Problem details – Only a number is expected in reply: the number of lines below that include the word "Civic".
**** Source material
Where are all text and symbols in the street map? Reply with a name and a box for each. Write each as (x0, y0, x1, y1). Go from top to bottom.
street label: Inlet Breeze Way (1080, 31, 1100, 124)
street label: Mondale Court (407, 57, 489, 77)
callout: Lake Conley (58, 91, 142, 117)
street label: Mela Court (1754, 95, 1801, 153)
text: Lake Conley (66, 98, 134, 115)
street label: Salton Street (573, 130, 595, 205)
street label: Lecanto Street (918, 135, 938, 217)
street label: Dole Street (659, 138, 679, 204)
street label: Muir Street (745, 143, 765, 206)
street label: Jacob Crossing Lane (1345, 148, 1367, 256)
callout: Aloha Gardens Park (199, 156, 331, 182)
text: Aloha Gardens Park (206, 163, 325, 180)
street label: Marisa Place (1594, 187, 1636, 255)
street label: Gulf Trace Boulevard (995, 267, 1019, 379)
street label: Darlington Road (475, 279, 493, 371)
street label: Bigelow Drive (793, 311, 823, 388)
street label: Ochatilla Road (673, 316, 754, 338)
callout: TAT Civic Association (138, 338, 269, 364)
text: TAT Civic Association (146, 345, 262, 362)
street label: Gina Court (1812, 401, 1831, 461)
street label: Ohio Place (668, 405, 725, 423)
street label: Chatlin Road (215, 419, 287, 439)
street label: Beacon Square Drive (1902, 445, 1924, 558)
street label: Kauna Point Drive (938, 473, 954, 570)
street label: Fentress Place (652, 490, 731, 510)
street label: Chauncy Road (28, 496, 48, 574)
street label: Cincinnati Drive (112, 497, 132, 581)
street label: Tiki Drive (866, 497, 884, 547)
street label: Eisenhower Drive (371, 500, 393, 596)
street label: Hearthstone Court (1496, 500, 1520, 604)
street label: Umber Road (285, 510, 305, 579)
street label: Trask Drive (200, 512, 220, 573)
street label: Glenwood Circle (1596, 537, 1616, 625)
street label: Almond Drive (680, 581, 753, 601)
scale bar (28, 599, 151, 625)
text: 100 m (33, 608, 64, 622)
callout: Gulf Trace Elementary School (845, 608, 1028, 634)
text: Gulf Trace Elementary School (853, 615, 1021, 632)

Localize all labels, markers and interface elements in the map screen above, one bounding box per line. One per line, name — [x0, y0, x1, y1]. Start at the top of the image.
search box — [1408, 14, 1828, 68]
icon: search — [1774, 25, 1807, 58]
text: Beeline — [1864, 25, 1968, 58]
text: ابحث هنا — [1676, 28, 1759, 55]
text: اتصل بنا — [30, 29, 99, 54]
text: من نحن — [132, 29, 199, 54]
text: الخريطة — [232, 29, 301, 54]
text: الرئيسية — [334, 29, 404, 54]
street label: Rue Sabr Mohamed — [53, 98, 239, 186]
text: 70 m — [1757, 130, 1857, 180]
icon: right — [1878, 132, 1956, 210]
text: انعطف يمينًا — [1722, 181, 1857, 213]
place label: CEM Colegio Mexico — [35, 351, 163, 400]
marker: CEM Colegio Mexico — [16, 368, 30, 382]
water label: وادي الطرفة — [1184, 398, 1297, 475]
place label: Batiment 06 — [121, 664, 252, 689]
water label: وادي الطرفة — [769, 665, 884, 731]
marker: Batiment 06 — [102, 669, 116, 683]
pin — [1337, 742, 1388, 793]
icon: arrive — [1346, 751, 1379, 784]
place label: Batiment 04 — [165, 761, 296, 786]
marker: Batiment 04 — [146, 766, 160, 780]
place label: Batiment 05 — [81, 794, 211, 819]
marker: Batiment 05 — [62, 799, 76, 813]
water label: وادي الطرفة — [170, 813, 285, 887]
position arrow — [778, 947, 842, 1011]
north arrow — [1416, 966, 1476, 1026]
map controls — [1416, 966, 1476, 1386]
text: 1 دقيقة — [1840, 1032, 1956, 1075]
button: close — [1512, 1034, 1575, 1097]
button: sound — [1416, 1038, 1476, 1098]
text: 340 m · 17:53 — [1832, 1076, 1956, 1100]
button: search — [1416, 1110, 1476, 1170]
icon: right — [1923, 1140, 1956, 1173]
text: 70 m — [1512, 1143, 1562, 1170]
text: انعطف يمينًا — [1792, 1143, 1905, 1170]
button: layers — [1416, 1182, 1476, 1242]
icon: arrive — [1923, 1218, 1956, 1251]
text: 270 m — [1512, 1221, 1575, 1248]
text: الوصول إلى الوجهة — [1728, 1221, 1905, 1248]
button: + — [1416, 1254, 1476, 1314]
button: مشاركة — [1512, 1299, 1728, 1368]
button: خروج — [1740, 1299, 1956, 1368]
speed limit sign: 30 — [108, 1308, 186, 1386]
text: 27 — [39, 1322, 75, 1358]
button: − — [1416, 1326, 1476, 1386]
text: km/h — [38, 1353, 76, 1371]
********
Output – 2